What’s hard for me is feeling starved of access to the women that I feel most at home with.
A couple of weeks ago, I posted a Substack note about my experience speaking to my white female yoga teacher about the racism I had encountered while partaking in a “BIPOC” scholarship at the local circus school.
I felt comfortable enough to open up to her after she told me how she had sew many black friends in her life, laughing about how silly “wokeness” is these days.
But when I vulnerably shared the actual racism I experienced with the folks next door, she literally did not have any response to it. When I finished telling my story, she immediately changed the subject, by launching straight into a monologue about her journey with misogyny.
Perhaps her logic was that we were just talking about general “oppression” so she may as well add in her own experience too. What began as a mutual conversation, ended with her 10 minute monologue about her female journey, as my yoga time ticked away.
Whatever the deal was, I felt unheard. It was as if I had idiotically spoken to a brick wall, expecting it to respond back to me.
The misogyny talk was extremely tone-deaf.
And I also knew, that this sort of exchange would never happen in a million years if I were talking to a black woman.
I was the only student who showed up for class that day, and by the time she was done talking, we only had 15 minutes left to stretch.
She offered to comp my next class in exchange for the wasted time, which I accepted. I bought a 10-class package exclusively for the purpose of attending her Aerial classes—so I’ve been returning ever since, as if nothing happened. I still enjoy her classes.
I’m not even mad at her, because it’s nothing personal. This is very typical for a woman of her background.

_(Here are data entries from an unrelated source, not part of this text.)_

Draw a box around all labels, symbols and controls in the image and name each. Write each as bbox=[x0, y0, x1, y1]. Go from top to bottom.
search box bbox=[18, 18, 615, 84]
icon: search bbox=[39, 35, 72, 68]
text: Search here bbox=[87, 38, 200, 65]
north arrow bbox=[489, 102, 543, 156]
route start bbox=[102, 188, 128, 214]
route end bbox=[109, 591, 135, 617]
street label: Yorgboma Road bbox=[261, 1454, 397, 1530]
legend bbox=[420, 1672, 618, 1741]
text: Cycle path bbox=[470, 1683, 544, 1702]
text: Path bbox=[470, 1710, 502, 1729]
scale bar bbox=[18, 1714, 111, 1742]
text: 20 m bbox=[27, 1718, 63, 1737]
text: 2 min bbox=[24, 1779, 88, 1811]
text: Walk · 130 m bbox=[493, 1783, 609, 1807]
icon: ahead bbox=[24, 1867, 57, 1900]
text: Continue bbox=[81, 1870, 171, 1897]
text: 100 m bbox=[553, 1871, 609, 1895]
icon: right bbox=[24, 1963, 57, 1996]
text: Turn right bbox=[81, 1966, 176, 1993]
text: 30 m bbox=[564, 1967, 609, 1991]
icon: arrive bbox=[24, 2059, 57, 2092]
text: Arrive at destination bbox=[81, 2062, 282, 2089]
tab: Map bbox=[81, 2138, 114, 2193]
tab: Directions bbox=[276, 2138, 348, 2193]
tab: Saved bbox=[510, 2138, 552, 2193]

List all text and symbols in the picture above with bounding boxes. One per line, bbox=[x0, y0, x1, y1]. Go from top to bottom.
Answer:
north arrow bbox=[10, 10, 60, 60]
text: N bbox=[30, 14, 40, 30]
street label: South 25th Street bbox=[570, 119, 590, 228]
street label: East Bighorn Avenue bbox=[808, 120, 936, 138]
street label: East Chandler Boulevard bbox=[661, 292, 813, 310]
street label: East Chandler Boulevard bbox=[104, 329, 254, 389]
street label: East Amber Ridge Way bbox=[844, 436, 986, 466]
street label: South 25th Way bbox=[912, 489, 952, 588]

But that evening, I walked away with something I can only describe as a reminder:
I don’t like to talk about racism with white women.
As I said in my Note, (which I brashly deleted along with dozens of others when I was feeling sad and wanting to crawl into a turtle shell):
“It’s too much teaching, too many blanks to fill in, too many blind spots to navigate, and too much emotional labor. They just can’t seem to empathize and connect with this integral aspect of my human experience.
…I think there are some white women who know what’s up but they are few and far between. And even then it doesn’t hold a candle to talking to a black woman who knows what’s up.”
I made an internal note to be more cautious about who I open up to.
The irony is that white women are the dominant population in my local area. My own personal connections are also primarily with white women.
I noticed how I’ve been feeling about that, and the dynamics I’ve encountered. I’d like to be fully open and honest about what this has brought up for me.